The intensity of the wind increased and the voices in my ears began to form words, soft and hollow and sad.
My heart grows weary. My flesh is weak, as it always was. I was wrong. Save me from this eternal damnation. Forgive me.
Forgive me.
With those words ringing in my ears, I stopped near a series of nearly perfect flagstones, a broken crumble of rock ahead of me that looked like it had once been an altar. I lay a hand on the broken surface and found it to be warm to the touch, pulsing like a heartbeat.
Forgive me, the sad voice intoned. I was weak, foolish. Let me return to Your glory. Oh please, God, forgive me.
“Jackie,” Zane called behind me, a note of frantic worry in his voice. “Jackie! Be careful!”
I barely registered his voice, lost in the sad sighs and endless whispers of the temple.

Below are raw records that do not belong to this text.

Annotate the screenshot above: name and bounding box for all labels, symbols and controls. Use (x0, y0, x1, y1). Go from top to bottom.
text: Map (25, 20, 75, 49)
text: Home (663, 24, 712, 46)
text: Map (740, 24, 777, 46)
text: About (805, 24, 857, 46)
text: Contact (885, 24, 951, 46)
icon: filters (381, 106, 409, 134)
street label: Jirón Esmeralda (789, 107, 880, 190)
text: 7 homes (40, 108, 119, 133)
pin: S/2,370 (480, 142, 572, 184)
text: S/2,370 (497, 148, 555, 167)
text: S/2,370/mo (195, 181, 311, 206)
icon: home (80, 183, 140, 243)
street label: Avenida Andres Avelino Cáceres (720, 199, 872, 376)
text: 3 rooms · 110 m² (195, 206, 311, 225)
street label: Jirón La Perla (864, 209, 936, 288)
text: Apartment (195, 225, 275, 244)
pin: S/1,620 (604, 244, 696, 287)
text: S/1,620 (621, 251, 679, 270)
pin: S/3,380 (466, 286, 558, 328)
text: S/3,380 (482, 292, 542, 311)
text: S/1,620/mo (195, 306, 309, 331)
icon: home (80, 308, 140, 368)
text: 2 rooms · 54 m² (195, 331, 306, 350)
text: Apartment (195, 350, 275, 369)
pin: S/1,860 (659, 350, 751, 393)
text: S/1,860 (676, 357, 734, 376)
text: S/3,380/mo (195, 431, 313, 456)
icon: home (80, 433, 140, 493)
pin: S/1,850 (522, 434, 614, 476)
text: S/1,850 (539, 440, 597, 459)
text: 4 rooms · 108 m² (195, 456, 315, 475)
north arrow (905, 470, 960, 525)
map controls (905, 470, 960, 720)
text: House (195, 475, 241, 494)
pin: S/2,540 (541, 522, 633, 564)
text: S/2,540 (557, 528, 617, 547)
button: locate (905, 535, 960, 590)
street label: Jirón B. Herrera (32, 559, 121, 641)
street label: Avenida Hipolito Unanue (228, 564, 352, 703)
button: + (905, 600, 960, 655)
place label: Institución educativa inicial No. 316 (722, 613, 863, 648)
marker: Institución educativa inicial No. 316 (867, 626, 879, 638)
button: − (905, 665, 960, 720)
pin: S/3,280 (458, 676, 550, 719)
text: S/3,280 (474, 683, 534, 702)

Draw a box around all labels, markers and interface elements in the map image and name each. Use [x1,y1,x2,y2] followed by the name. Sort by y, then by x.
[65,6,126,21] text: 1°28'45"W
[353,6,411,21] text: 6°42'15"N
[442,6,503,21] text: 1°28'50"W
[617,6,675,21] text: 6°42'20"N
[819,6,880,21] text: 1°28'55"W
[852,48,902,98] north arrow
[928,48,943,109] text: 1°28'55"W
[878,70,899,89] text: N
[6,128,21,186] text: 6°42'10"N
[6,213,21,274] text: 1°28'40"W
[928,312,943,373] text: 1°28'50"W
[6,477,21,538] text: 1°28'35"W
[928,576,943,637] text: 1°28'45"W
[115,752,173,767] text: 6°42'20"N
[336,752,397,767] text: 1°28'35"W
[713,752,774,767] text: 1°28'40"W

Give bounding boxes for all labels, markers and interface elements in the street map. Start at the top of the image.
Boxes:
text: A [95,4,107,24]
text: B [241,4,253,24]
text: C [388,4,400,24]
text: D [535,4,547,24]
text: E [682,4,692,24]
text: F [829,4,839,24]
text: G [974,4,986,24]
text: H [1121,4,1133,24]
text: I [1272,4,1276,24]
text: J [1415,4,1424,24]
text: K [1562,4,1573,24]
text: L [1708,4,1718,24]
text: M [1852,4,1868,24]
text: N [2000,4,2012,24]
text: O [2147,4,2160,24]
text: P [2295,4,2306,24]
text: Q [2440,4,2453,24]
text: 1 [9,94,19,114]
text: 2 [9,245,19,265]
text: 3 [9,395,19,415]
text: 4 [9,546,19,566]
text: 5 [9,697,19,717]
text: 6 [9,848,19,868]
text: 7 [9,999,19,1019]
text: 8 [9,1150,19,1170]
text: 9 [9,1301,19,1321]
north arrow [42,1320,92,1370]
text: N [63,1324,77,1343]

Call his name, Nitocris had said.
“Joachim,” I called, my voice breaking through the tornado of whispers. “Come to me, Joachim.”
The intensity of the whispers increased, now screaming and shouting their words. The winds around me became gale force, and the rest of the world was drowned out in a sea of sandy wind and shouting, unholy voices.
Forgive me! I was weak and foolish. Heaven above, take me back!
Forgive me!
“Joachim,” I called again.
The intensity of the shouting turned to violent screaming, and I covered my ears. What did he want?
Then it clicked in my mind, and I whispered to the tempest around me.
“I forgive you, Joachim.”
The shrieking died; the wind ceased. My eyes slid open once more. Grit covered everything, and I stared down at my feet, where the sand lay in a perfect circle before me on the flagstones. As I watched, the circle of sand seemed to melt into itself, turning liquid and glowing bright. The circle raised into the air, circling around me, a singing hum replacing the whispers.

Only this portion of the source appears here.